OK. Looking at the above. This company is seems pretty safe in terms of repaying its liabilities. Current Assets: RMB1612,183 VS Current Liabilities: RMB504,321. What's lovely is that it has Cash and its equivalent of RMB852,374. What this means is....it can repay debts which are due within a year easily as it has CURRENT ASSETS more than its CURRENT LIABILITIES. ( Im looking at the 2nd column of the charts above from the right , in case you are looking somewhere else.) In fact using their CASH is enough to pay their CURRENT LIABILITIES already.


Now lets Compare with Sir Ferrochina, shall we? ( This was released when analysts were still issuing buy calls..Lelong ah..they think what..durians ah)





Current Assets : 11,530 VS Current Liabilities 116,790 ( 2nd column from right) See how much they have to repay at the third chart!

Compare and contrast Mr YangJiJiang and Sir Ferrochina....Your Guess is as Good as mine !(The above are the latest financial statements available at this point of time publicly, btw.)

Investing Tip: At such times like this, look at debts of the company..seriously..share value fall never mind...but as long as they dont disappear ...games not over. Take care of the downside!


Important: The objective of the articles in this blog is to set you thinking about the company before you invest your hard-earned money. Do not invest solely based on this article. Unlike House or Instituitional Analysts who have to maintain relations with corporations due to investment banking relations, generating commissions,e.t.c, SGDividends say things as it is, factually.
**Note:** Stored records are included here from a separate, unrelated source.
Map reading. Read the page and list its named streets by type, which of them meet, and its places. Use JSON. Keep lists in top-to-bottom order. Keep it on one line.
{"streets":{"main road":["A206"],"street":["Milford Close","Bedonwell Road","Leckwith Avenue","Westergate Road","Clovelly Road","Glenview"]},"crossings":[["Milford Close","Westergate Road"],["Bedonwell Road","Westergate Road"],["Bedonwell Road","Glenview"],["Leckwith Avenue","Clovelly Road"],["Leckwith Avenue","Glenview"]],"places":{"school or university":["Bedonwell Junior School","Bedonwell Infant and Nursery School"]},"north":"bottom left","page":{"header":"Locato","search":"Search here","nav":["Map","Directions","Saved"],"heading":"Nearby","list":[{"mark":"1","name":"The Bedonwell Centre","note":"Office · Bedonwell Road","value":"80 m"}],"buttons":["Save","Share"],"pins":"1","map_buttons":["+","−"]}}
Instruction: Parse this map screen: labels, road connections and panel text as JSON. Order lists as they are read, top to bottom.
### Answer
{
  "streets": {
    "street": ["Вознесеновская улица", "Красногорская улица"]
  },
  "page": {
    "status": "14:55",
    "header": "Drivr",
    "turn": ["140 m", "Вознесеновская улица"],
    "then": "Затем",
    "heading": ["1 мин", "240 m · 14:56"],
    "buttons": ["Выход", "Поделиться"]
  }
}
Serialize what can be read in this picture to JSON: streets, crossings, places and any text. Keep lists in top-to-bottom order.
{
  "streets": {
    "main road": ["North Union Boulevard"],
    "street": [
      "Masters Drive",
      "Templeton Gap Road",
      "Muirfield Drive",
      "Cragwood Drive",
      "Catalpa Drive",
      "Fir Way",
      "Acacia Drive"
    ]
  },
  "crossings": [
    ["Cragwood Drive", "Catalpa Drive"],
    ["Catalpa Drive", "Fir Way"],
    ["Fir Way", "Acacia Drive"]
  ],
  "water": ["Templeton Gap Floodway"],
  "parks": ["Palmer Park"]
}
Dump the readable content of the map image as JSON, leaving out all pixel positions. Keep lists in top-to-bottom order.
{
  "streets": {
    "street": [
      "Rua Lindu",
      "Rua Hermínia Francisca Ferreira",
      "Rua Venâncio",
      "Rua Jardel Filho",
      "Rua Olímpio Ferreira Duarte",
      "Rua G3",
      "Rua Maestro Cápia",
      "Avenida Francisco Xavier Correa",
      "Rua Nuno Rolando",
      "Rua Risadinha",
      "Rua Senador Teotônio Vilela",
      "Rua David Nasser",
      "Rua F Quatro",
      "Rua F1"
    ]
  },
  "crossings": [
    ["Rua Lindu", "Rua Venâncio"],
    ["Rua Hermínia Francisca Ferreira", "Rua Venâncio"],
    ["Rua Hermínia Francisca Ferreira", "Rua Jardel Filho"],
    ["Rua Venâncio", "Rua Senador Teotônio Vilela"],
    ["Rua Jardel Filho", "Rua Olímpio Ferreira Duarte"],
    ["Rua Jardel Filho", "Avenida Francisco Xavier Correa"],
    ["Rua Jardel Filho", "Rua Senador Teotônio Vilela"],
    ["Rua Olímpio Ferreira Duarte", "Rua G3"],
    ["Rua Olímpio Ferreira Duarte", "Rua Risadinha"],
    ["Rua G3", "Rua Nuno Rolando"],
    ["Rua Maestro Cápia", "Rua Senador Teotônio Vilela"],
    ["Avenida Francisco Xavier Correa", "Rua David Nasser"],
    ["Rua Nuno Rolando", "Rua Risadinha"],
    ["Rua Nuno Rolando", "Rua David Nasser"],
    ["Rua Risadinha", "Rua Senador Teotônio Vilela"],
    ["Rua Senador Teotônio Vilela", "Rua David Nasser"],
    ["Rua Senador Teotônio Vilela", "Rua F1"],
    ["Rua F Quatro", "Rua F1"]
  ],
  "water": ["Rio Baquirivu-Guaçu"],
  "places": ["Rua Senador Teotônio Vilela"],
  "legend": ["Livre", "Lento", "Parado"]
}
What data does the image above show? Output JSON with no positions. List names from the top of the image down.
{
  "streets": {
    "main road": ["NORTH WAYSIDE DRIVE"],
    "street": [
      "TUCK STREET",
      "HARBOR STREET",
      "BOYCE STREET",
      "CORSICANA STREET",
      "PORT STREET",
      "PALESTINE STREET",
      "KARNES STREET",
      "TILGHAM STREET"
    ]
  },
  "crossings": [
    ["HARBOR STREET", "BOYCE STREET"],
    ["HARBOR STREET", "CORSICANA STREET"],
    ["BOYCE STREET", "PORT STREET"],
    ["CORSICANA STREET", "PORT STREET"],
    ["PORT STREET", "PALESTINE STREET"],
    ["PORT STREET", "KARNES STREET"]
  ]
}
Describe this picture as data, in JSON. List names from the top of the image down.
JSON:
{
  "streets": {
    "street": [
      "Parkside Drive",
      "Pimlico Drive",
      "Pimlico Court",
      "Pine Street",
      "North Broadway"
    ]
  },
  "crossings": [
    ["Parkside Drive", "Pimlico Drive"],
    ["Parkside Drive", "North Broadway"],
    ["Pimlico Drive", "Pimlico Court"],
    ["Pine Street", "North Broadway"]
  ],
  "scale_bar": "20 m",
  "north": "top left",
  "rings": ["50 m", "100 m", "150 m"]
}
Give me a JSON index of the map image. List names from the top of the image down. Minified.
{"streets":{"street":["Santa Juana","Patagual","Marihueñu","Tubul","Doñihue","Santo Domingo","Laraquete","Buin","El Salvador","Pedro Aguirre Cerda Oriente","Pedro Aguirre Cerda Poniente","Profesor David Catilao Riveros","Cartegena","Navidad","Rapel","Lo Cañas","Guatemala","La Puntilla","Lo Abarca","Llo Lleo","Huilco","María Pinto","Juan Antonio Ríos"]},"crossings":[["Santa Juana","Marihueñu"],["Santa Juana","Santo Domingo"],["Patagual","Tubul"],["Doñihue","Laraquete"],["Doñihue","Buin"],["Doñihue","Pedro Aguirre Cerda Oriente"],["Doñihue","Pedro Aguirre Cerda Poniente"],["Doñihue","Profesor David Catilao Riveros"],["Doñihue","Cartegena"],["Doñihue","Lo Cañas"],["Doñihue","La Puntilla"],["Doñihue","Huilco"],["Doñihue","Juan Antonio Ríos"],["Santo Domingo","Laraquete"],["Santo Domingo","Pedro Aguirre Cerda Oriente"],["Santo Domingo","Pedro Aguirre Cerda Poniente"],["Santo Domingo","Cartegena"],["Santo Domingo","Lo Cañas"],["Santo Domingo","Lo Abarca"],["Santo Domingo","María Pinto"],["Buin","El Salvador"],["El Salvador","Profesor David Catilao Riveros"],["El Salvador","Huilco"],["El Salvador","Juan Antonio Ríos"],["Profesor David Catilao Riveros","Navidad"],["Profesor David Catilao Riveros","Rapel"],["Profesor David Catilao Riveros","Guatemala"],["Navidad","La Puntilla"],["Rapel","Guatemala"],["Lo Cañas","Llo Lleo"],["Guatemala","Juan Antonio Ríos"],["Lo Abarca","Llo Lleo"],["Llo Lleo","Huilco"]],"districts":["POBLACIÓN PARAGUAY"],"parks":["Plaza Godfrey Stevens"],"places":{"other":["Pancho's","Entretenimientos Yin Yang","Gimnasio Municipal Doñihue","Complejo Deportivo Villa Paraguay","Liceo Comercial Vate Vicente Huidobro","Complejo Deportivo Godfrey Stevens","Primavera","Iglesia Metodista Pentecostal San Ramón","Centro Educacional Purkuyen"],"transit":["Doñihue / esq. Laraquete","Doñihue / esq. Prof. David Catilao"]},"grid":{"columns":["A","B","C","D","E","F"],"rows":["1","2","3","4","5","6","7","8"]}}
Unlike Analyst who have to be "uptight" and "cheem", we make it simplified and cheapskate. -The Vigilante Investor, SGDividends Team

Sunday, October 12, 2008

Best Stock Trading Account? It depends..

Given so many people have asked which is the best trading account to have. SGDividends will just say, why not have them all. Seriously, dudes or dudettes.. Opening Stock Trading Accounts is free in Singapore, there is no restriction on how many accounts you can have and no monthly account maintenance fees. And they have their individual strengths and weaknesses.

For SGDividends, we have 3 trading accounts. Citibank Brokerage, DBSV (Online) and POEMS.

Why these 3? See below for the reasons.

Citibank (Dreams never sleeps....Ambition never sleeps) charges the lowest commissions at min of $22 per online trade for local SG shares. The others are min $25. Yes Yes, we know $3 bucks is not much but hey why not, since all local SG shares go to the same custodian CDP account eventually and both takes the same effort to place the trade and if you invest, dollar cost averaging a lot like ..erhem us during this crisis period, it gets quite substantial. SGDividends use this account to buy SG shares for the long term.

DBSVickers Online has no custodian fees for US shares custodised with them. So if you are buying US shares for the long term, this is a good choice, compared to Citibank's minimum $5 semi-annual custody charge and POEM's minimum $2.14 monthly charge per US counter. SGDividends use this account to buy US shares for the long term.

What we like about POEMS is it SBL (Share, Borrowing and Lending )account. SGDividends use this account as a tool for us to predict which shares will be cover shorted, so as to stand ready to scoop them up when they are going down ridiculously.